* TASK DETAILS: Copies of all lines that contain "tools" are needed; take them from the data below.

==============================

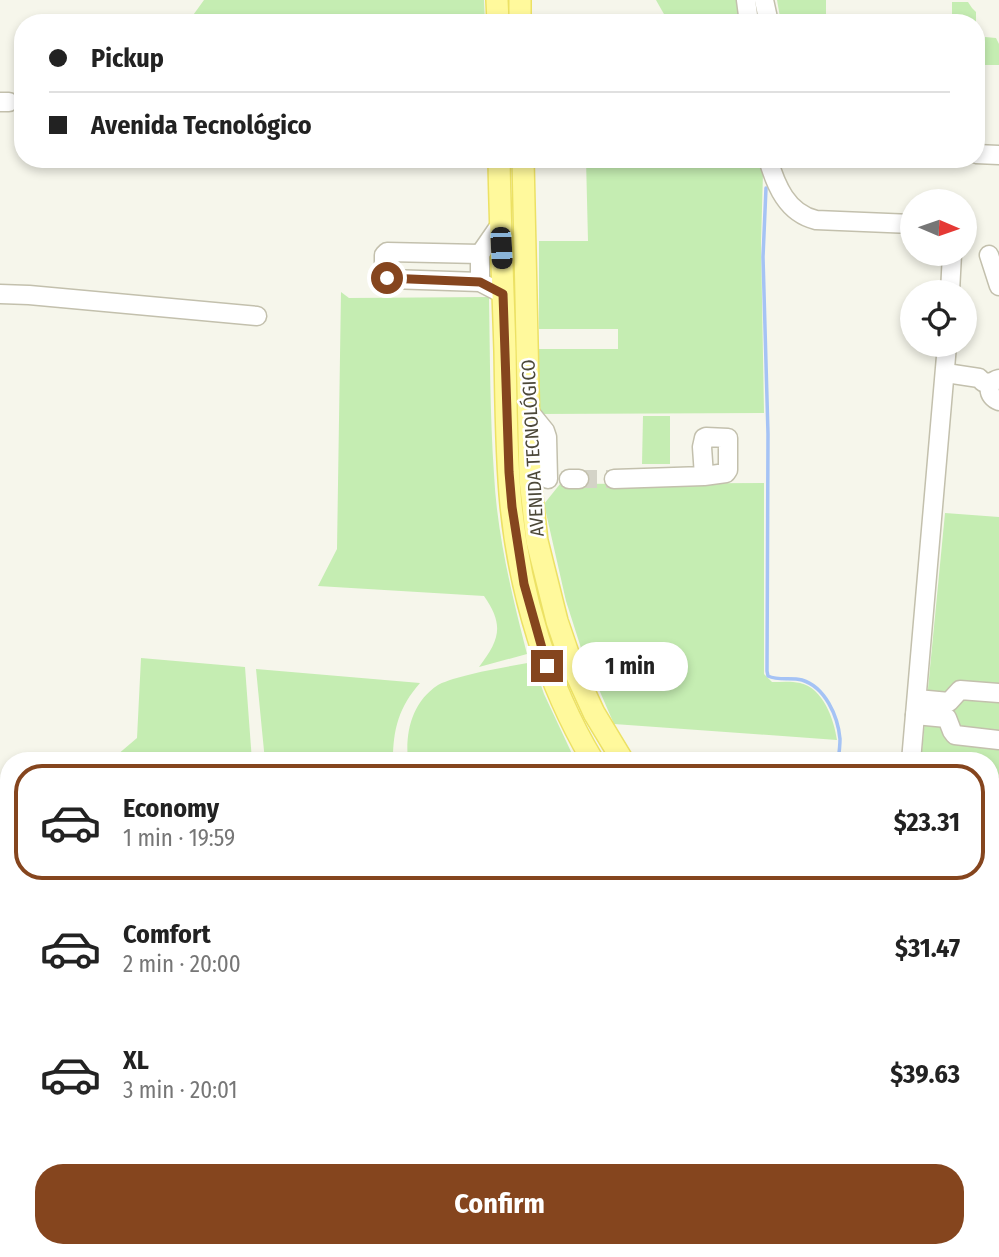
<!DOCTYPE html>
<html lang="en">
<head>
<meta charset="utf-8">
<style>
  body { margin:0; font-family:"Fira Sans Condensed",sans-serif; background:#f6f6f6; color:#222; height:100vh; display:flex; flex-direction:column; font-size:26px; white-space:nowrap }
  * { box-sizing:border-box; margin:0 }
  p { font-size:23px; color:#767676 }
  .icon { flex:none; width:38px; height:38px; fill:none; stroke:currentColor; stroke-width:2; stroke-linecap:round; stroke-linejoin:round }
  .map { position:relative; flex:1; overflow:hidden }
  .panel { position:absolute; left:0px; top:752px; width:999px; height:506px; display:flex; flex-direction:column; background:#fff; border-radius:28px 28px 0 0; box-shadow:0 4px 10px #0003 }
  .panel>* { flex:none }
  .guide { position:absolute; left:14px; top:14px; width:971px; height:154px; border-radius:28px; box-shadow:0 4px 10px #0003; display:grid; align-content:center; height:154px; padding:0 35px; background:#fff }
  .needle { width:46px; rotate:92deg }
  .tools { position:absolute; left:900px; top:189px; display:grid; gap:14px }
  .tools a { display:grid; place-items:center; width:77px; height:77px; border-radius:50%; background:#fff; box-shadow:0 4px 10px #0003; font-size:35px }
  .end { position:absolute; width:32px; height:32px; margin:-16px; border:9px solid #85451e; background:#fff; box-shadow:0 0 0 4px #fff }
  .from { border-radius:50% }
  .bubble { position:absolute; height:49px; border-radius:24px; background:#fff; box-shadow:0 4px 10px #0003; font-size:23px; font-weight:700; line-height:49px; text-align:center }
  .car { position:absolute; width:21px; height:42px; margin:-21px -10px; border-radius:9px; box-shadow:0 0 5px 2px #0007; background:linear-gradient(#222 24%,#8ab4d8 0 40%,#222 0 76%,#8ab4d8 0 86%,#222 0) }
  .guide b { display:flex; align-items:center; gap:24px; height:66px; font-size:26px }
  .guide b+b { border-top:2px solid #e0e0e0 }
  .guide i { width:18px; height:18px; background:#222 }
  ul { padding:12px 0 0; list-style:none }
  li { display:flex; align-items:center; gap:21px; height:116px; margin:0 14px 10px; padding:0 21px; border:4px solid transparent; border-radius:28px }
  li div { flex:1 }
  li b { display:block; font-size:26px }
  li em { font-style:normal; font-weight:700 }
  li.selected { border-color:#85451e }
  li>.icon { width:63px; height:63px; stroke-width:1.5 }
  .action { display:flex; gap:14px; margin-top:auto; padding:14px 35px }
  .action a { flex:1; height:80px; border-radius:28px; background:#85451e; color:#fff; font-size:28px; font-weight:700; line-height:80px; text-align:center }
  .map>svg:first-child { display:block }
</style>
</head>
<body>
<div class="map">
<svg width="999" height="1257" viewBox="0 0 999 1257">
  <rect width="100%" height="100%" fill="#f6f6eb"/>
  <g fill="#c5edb2">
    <polygon points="204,0 484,0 485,23 161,23 162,17 191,18"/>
    <polygon points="656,0 742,0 745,23 669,23"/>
    <polygon points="777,0 826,0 826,23 781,23"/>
    <polygon points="952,2 968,2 972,8 976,12 976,23 952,23"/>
    <polygon points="985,37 996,38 999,44 999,65 984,65"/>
    <polygon points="586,159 763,159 767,177 763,173 761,243 764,413 539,414 539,349 618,349 618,329 539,329 539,241 588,241"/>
    <path d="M341 292 349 298 489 297C490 356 490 415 494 474 497 535 512 595 527 654L479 667C499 640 505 626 484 596L318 586 337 549Z"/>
    <polygon points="643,416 670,416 670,464 642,464"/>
    <path d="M764 483V674L772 682C781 682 791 681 800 683 823 688 834 719 837 740L614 724 581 648 566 601 544 504 560 484Z"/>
    <polygon points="945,513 999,517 999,778 991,777 990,761 921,761"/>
    <polygon points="141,658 245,667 252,761 110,761 137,738"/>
    <path d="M533 662 544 694 574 758V761H408C405 732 412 702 438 685 443 682 448 681 453 679 479 671 506 667 533 662Z"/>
    <path d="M256 669 420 683C399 707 393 729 393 761H265Z"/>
    <polygon points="991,844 999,845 999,1011 993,1082 999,1083 999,1137 990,1136"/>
    <polygon points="874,1250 928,1250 933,1257 873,1257"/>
  </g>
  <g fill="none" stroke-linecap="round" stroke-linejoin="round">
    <path stroke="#a5c3f5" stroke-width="3.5" d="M766 188 763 257 768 434 767 671 768 676C779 681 791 677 802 680 825 687 838 716 840 739 840 746 839 754 838 761"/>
    <polyline stroke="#d4d3c7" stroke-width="18" stroke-dasharray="18 9" stroke-linecap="butt" points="579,479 614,479"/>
    <g stroke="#c3c0ad" stroke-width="21">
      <g id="minor">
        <polyline points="746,0 749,23"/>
        <polyline points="764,0 769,23"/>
        <polyline points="0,102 9,102"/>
        <polyline points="976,154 999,155"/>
        <path d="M768 159C776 186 787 213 816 220L912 224"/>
        <polyline points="480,254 387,252 384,255 384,275 390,279 480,282 503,294"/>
        <polyline points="989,255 999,286"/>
        <polyline points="480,282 480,254 500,225"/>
        <polyline points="950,292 952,254"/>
        <polyline points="0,294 29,295 257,316"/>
        <polyline points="946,373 979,378 983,382 991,383"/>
        <path d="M999 379C986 382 987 397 999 401"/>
        <polyline points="528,410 545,431 547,437 548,479"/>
        <polyline points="569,479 579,479"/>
        <polyline points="614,479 704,476 726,473 728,470 728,438 706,437 704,438 702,447 704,476"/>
        <polyline points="917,699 949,702 960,690 999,693"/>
        <polyline points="915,715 947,718 952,731 955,735 999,740"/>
        <polyline points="911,761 947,345"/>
        <polyline points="0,1041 9,1041"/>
        <polyline points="990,1161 999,1161"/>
        <polyline points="990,1213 999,1214"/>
        <polyline points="990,1238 999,1239"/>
        <polyline points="867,1257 868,1250"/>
      </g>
    </g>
    <g stroke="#ece164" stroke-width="24">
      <g id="major">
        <polyline points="497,0 498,23"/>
        <polyline points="520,0 520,23"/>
        <path d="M499 159C500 223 503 287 505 351 506 402 506 454 511 505 520 594 547 684 593 761"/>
        <polyline points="523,159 530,479 537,541 557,621 572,665 594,713 623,761"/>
        <polyline points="948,1250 953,1257"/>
        <polyline points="973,1250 978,1257"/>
        <polyline points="542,1257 544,1250"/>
      </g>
    </g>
    <use href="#minor" stroke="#fff" stroke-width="18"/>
    <use href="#major" stroke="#fff99c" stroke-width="21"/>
  </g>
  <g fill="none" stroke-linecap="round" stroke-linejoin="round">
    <polyline stroke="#85451e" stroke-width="9" points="387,278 480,282 503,294 509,472 512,507 524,584 547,666"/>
  </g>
  <g text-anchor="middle" stroke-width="5" stroke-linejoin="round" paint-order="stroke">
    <g font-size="19" fill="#4c4838" stroke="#fff">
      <text transform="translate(532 448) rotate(-93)" y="7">AVENIDA TECNOLÓGICO</text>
    </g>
  </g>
</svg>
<div class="tools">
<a><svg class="needle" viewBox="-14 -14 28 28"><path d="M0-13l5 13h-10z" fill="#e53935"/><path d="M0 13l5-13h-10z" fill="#767676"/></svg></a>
<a><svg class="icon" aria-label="locate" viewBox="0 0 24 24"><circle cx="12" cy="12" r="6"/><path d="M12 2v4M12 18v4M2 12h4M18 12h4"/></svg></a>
</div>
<i class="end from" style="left:387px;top:278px"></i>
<i class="end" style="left:547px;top:666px"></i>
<div class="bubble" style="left:572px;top:642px;width:116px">1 min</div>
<i class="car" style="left:501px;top:248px;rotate:177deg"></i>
<div class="guide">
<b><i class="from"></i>Pickup</b>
<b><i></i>Avenida Tecnológico</b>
</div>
<section class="panel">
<ul>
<li class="selected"><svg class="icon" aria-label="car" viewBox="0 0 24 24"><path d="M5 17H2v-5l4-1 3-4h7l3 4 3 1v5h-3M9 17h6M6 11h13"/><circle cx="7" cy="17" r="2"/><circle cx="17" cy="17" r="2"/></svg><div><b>Economy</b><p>1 min · 19:59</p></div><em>$23.31</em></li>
<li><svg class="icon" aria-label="car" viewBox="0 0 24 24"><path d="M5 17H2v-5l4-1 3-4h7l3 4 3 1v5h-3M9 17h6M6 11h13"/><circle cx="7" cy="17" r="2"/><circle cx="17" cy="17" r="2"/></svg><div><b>Comfort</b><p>2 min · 20:00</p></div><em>$31.47</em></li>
<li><svg class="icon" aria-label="car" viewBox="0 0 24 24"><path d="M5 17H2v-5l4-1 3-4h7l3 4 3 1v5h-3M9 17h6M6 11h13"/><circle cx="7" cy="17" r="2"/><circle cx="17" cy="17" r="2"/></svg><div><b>XL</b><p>3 min · 20:01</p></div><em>$39.63</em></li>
</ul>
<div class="action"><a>Confirm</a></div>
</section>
</div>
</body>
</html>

==============================

* TASK OUTPUT:
  .tools { position:absolute; left:900px; top:189px; display:grid; gap:14px }
  .tools a { display:grid; place-items:center; width:77px; height:77px; border-radius:50%; background:#fff; box-shadow:0 4px 10px #0003; font-size:35px }
<div class="tools">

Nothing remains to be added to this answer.